◆ Your assignment:
The expected answer is every line from the material below that has the word "halo".

◆ Data provided:
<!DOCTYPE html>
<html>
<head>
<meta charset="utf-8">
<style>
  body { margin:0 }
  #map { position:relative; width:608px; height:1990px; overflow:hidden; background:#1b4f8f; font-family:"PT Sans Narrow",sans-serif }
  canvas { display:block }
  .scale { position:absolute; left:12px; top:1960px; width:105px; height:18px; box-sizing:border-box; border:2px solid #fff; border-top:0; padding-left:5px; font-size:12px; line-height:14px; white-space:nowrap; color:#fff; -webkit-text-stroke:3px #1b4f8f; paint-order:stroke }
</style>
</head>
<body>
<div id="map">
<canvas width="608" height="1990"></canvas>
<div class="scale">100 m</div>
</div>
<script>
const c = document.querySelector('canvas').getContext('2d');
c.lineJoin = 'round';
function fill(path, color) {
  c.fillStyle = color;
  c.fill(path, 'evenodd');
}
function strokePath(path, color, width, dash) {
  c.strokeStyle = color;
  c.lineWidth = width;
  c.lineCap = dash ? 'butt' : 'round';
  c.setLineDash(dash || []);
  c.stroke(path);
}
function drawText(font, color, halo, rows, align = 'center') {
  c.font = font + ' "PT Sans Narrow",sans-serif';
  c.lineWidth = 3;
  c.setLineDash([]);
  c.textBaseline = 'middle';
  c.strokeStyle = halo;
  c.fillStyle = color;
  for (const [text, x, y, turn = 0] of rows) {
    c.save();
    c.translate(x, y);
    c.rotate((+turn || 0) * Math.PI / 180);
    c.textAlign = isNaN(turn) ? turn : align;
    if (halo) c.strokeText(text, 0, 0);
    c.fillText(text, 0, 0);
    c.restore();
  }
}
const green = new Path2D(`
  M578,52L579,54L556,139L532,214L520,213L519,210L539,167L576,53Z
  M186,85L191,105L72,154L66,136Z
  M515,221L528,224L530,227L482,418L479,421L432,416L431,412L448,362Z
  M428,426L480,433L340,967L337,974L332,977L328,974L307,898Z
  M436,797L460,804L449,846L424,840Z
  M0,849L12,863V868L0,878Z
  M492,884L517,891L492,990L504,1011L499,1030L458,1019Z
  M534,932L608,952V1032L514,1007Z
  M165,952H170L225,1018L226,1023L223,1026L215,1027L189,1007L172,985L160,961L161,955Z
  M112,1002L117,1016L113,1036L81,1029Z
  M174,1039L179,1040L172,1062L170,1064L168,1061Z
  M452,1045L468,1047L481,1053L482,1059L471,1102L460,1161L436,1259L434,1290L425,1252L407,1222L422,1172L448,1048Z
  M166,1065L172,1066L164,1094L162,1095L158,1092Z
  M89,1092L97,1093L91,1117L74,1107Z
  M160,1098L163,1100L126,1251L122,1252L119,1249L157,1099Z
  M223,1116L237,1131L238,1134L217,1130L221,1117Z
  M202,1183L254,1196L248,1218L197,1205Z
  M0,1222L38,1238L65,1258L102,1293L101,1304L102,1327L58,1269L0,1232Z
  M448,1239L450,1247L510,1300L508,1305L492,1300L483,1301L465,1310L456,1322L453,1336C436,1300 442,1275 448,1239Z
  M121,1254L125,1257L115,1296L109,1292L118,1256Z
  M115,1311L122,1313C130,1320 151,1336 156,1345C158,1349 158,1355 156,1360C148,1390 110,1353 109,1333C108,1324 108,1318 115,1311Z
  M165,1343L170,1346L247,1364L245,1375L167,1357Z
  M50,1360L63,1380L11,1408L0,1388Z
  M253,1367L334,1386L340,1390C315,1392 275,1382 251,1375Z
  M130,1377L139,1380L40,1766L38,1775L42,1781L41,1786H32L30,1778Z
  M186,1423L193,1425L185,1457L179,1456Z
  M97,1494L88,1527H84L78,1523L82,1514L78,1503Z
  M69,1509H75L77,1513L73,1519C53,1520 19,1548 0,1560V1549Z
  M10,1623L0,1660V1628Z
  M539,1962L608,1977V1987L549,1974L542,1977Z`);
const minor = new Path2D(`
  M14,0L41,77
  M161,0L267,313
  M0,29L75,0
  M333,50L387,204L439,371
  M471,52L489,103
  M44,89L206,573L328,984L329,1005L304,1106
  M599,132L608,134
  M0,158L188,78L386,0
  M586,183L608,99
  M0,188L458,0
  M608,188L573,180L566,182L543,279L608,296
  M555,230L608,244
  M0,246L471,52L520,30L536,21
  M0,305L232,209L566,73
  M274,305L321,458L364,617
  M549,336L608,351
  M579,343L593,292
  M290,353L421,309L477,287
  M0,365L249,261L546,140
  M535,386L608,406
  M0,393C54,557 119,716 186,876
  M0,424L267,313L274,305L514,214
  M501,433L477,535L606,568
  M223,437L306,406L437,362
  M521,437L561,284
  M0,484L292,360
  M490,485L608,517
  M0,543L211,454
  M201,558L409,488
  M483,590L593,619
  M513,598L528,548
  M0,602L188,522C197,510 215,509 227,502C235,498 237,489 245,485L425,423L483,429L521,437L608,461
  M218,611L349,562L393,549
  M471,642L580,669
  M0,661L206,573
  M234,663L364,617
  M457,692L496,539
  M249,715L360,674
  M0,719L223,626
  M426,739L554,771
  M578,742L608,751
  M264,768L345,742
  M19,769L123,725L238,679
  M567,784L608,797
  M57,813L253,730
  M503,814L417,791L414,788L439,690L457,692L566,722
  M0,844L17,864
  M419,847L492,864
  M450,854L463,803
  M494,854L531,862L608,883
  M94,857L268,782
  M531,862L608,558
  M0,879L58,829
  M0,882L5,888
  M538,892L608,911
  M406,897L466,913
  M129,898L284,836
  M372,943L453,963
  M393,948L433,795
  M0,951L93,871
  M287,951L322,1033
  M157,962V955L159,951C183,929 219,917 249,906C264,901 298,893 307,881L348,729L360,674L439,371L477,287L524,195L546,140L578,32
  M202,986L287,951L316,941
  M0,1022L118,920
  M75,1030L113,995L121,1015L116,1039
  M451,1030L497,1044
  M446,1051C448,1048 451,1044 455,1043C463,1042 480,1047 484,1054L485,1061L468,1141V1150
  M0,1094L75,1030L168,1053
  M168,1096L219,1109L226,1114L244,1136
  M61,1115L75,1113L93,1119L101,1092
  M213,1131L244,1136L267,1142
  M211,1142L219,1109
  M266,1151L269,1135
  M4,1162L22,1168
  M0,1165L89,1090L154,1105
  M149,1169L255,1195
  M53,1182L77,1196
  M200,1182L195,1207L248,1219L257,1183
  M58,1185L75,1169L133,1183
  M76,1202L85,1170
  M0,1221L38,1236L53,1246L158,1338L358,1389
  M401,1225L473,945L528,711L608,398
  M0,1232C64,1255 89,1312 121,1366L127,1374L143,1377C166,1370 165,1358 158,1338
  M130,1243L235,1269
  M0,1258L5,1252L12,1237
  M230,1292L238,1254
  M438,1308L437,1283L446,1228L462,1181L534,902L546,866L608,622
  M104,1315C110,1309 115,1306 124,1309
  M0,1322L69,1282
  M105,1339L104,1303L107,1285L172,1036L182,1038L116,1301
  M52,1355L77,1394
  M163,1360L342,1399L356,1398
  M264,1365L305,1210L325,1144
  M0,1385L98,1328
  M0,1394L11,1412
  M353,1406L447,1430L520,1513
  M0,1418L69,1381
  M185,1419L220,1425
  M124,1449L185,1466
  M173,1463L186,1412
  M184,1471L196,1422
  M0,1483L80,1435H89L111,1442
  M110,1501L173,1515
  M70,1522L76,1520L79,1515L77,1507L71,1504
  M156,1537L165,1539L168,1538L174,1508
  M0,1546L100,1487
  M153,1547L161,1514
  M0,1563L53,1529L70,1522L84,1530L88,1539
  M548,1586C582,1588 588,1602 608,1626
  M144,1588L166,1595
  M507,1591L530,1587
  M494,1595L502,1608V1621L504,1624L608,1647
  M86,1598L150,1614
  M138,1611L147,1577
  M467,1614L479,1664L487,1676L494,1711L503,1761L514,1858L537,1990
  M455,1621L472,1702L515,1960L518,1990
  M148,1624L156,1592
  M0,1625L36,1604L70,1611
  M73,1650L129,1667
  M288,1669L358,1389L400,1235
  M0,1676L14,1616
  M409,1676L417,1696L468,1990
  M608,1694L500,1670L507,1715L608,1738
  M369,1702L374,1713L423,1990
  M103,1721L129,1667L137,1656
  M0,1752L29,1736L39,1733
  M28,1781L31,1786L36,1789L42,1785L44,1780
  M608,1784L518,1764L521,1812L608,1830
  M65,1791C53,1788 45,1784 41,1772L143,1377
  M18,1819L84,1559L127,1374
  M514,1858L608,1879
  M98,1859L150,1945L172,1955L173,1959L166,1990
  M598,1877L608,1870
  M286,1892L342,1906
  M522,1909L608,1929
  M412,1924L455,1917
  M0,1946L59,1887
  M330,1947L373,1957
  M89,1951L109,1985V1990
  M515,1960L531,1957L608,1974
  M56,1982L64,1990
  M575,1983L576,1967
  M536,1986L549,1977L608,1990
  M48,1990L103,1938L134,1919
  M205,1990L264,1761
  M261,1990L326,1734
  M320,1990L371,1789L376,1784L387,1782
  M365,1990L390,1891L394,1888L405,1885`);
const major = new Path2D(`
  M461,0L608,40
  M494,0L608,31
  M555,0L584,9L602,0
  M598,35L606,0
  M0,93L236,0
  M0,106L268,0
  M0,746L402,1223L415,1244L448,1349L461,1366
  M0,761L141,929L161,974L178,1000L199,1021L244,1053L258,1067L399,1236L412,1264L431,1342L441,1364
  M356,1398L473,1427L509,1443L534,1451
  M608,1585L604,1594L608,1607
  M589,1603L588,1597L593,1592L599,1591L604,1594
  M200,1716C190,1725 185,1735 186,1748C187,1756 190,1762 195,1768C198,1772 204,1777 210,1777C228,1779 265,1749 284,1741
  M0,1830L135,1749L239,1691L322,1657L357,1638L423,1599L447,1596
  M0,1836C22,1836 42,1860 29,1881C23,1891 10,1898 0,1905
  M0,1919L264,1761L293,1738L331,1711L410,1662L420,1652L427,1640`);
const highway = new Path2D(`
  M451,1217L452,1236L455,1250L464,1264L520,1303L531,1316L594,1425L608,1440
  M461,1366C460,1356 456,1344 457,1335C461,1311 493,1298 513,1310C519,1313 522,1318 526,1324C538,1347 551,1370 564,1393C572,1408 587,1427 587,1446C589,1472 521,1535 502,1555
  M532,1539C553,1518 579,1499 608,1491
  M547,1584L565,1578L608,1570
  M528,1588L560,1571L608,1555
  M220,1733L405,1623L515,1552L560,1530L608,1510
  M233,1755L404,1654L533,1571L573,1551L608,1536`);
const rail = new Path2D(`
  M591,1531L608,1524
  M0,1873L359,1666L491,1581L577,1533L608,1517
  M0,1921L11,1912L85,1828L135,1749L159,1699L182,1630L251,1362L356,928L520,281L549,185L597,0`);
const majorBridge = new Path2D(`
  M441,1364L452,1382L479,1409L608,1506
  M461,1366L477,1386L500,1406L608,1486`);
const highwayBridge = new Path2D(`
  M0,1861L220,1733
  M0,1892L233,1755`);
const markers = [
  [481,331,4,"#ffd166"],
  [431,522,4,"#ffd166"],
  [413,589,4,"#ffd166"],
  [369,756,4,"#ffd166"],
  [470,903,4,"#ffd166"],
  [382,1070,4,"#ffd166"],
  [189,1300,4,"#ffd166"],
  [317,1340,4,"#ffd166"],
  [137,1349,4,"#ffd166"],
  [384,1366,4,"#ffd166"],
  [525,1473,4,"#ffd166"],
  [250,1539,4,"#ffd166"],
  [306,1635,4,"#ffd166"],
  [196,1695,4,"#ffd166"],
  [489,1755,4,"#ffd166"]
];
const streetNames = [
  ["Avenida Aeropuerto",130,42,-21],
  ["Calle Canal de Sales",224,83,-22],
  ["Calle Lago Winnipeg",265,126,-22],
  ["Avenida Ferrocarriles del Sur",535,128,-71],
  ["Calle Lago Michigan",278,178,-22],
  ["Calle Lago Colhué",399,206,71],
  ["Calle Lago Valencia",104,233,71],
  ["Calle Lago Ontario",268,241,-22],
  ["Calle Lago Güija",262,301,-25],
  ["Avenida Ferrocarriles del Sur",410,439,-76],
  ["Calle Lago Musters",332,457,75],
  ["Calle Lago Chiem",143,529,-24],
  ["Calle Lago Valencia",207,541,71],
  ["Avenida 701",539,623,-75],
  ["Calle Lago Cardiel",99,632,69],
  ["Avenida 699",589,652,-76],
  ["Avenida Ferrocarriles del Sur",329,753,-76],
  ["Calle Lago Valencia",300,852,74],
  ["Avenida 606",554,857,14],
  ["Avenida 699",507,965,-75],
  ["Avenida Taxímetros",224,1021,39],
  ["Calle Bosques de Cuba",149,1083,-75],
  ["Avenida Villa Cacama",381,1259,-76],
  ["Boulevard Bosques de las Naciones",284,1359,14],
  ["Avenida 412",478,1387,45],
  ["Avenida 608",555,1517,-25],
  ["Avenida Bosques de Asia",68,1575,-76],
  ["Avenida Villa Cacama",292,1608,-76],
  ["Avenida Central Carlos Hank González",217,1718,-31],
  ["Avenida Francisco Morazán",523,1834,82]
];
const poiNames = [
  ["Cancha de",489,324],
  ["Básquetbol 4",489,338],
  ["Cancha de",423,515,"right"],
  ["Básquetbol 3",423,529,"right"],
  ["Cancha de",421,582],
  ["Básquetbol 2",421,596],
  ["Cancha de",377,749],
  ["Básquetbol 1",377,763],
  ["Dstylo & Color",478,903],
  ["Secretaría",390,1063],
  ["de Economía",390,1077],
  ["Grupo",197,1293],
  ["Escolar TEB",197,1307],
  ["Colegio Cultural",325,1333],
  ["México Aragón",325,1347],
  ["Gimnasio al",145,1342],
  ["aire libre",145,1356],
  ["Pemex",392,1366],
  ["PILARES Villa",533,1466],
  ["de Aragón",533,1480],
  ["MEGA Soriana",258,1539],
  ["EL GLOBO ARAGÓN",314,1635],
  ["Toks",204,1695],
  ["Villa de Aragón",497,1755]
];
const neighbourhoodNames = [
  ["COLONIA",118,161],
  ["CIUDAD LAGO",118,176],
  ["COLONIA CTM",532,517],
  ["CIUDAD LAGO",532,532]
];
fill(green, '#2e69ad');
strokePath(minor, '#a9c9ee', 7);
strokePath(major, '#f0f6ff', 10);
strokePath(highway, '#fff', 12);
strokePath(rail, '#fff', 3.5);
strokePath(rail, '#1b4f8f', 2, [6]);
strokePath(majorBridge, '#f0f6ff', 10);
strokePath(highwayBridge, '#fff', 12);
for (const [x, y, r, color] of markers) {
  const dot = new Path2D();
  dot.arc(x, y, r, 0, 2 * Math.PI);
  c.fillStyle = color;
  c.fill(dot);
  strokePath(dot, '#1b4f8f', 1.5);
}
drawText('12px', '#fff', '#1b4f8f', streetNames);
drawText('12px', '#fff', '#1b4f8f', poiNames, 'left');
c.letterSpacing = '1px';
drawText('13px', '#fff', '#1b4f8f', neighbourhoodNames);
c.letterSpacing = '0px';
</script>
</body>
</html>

◆ Answer to this task:
function drawText(font, color, halo, rows, align = 'center') {
  c.strokeStyle = halo;
    if (halo) c.strokeText(text, 0, 0);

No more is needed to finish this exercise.